What kind of servers.....
Webserver/email/sql/ect...

General:
A good AV and (spam filter if email)
Keep patches up to date
Run behind a router/FW close all un-needed ports/services and filter the open ports if possible.
Strong passwords!


----------



## r9 (Mar 26, 2010)

GUN under my pillow.


----------



## Solaris17 (Mar 26, 2010)

r9 said:


> GUN under my pillow.



um?


----------



## Disparia (Mar 26, 2010)

Patches/updates, strong passwords/prohibit weak encryption standards, limit hosts if you must connect to your SQL server remotely, check logs, don't be an open relay (email), etc.

As for coding, test it out. I keep the error log tailed while coding and purposely try to break my scripts/system.

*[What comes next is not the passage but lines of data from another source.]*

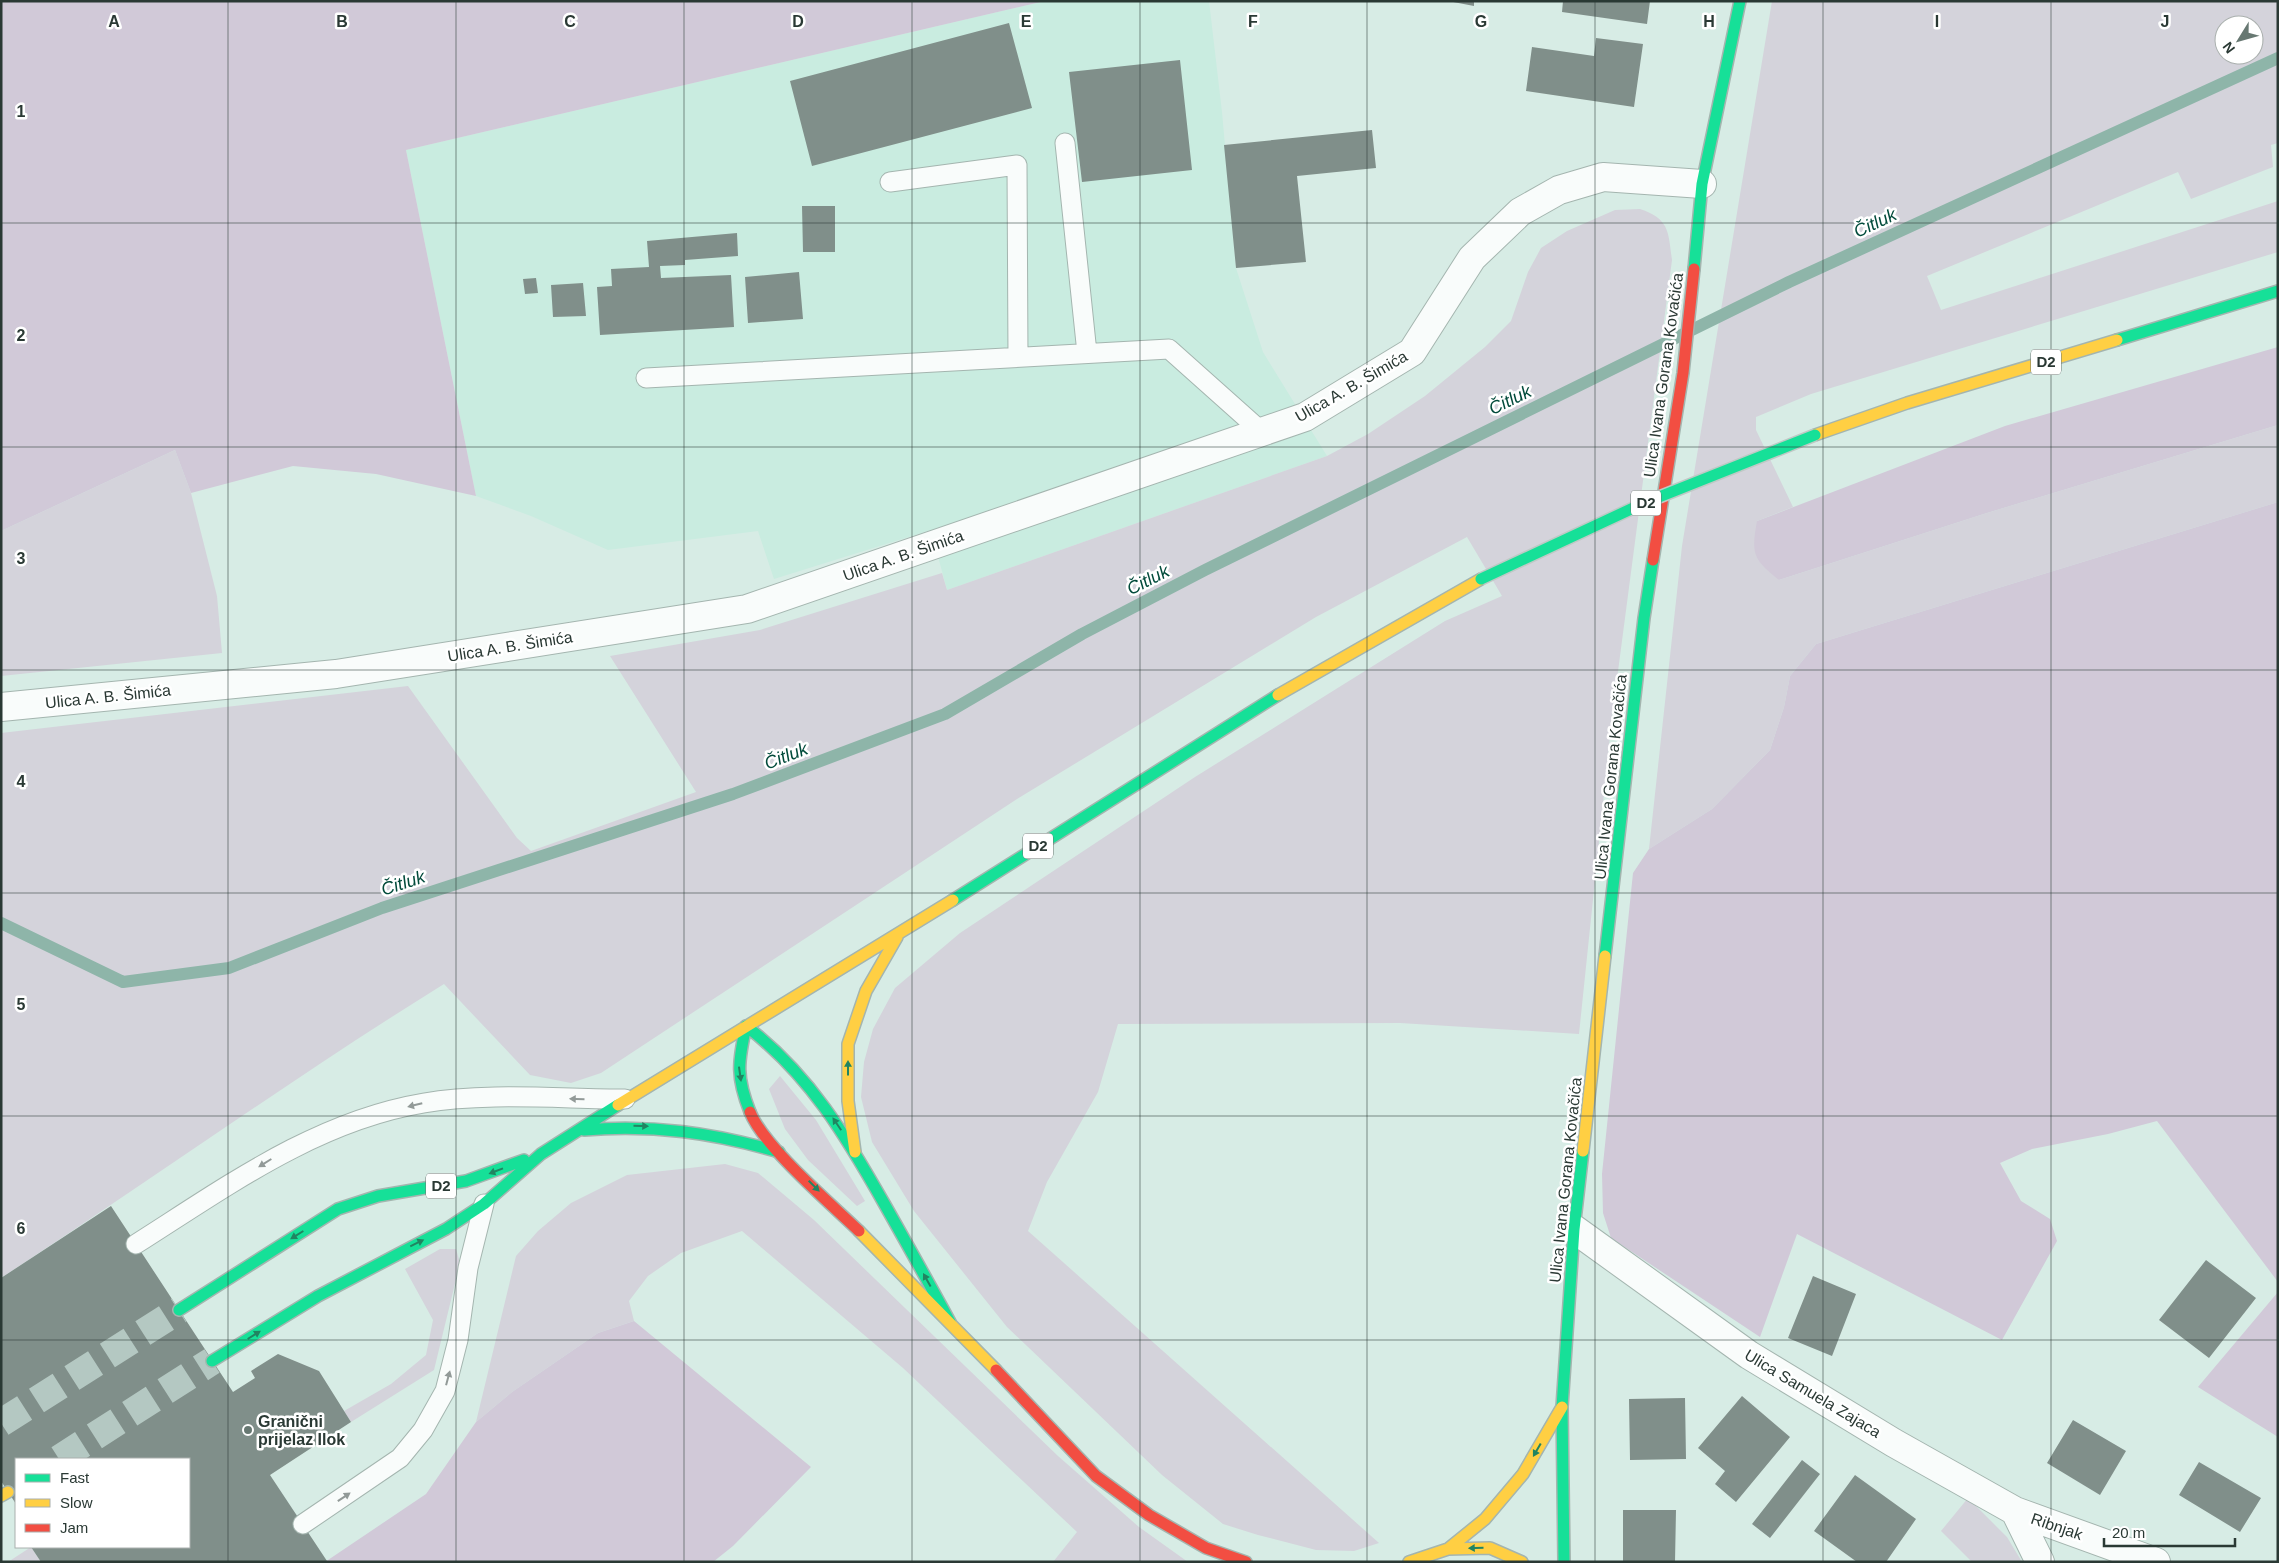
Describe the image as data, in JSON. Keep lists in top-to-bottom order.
{
  "streets": {
    "main road": ["D2", "Ulica Ivana Gorana Kovačića"],
    "street": ["Ulica A. B. Šimića", "Ulica Samuela Zajaca", "Ribnjak"]
  },
  "crossings": [
    ["Ulica Ivana Gorana Kovačića", "Ulica A. B. Šimića"],
    ["Ulica Ivana Gorana Kovačića", "Ulica Samuela Zajaca"],
    ["Ulica Samuela Zajaca", "Ribnjak"]
  ],
  "water": ["Čitluk"],
  "places": ["Granični prijelaz Ilok"],
  "legend": ["Fast", "Slow", "Jam"],
  "scale_bar": "20 m",
  "north": "bottom left",
  "grid": {
    "columns": [
      "A",
      "B",
      "C",
      "D",
      "E",
      "F",
      "G",
      "H",
      "I",
      "J"
    ],
    "rows": [
      "1",
      "2",
      "3",
      "4",
      "5",
      "6"
    ]
  }
}
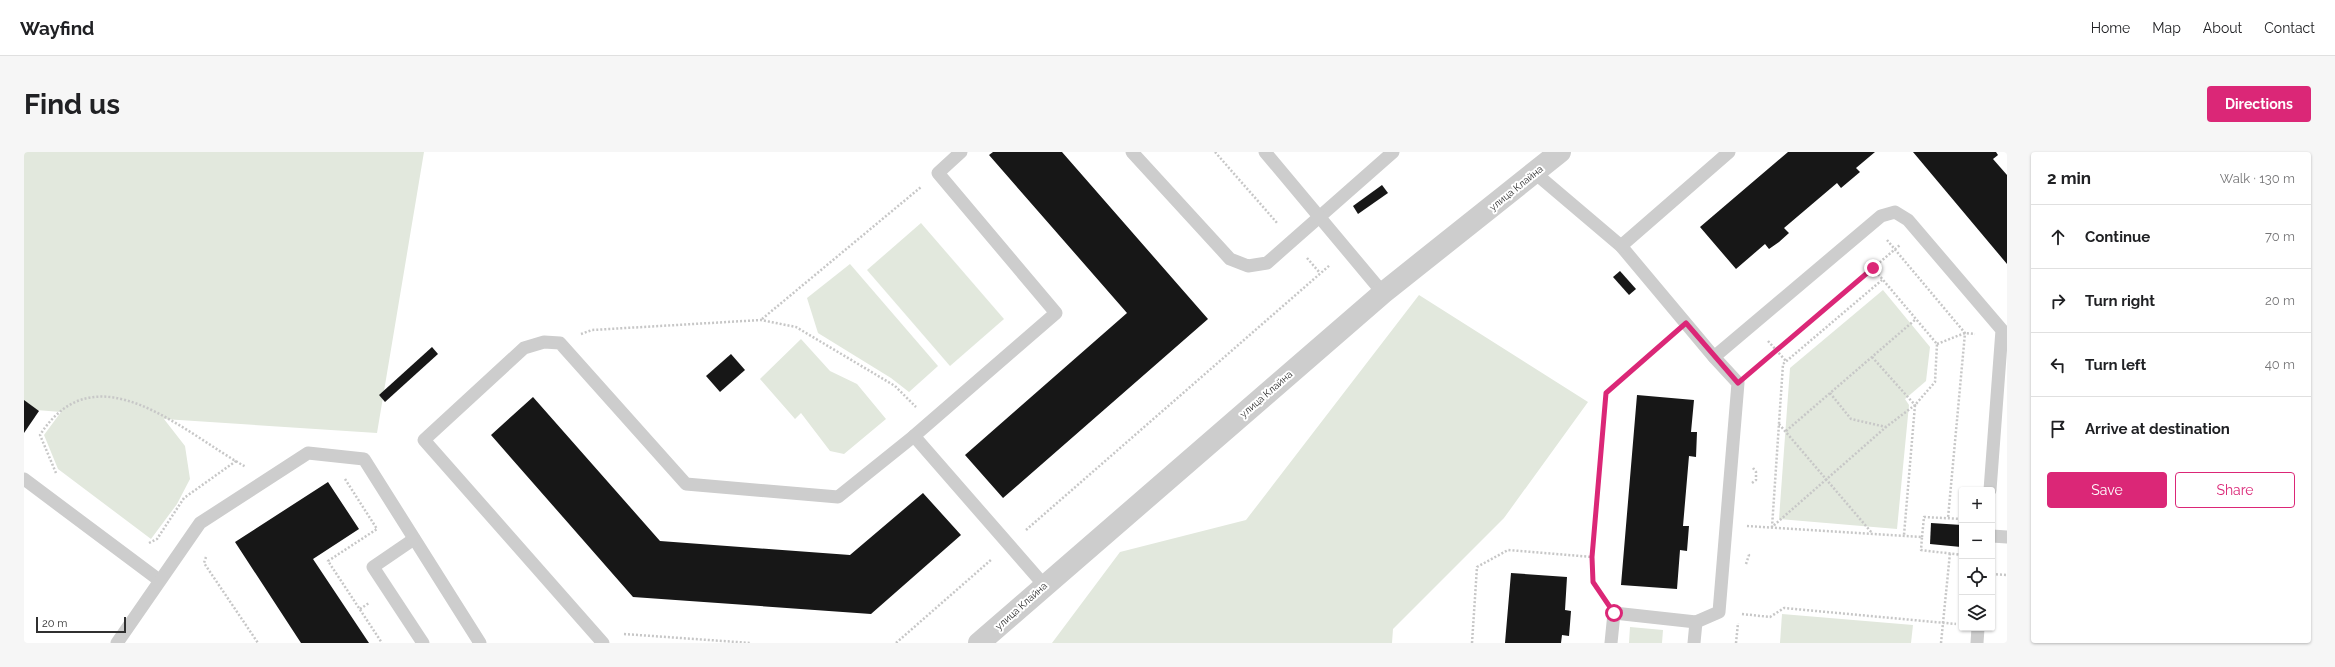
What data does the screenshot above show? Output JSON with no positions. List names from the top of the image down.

For injection, since I code in PHP5 I use PDO. The bindValue and bindParam methods prevent injection when someone tries to do a "1; drop all tables;" or "secret_destroy_server_command();"

If you're running someone else's scripts, pray that they knew what they were doing


----------



## jasper1605 (Mar 26, 2010)

Solaris17 said:


> are you talking about a desktop personal use PC? i was talking more about web hosting. and the security measures you take to make the site safe.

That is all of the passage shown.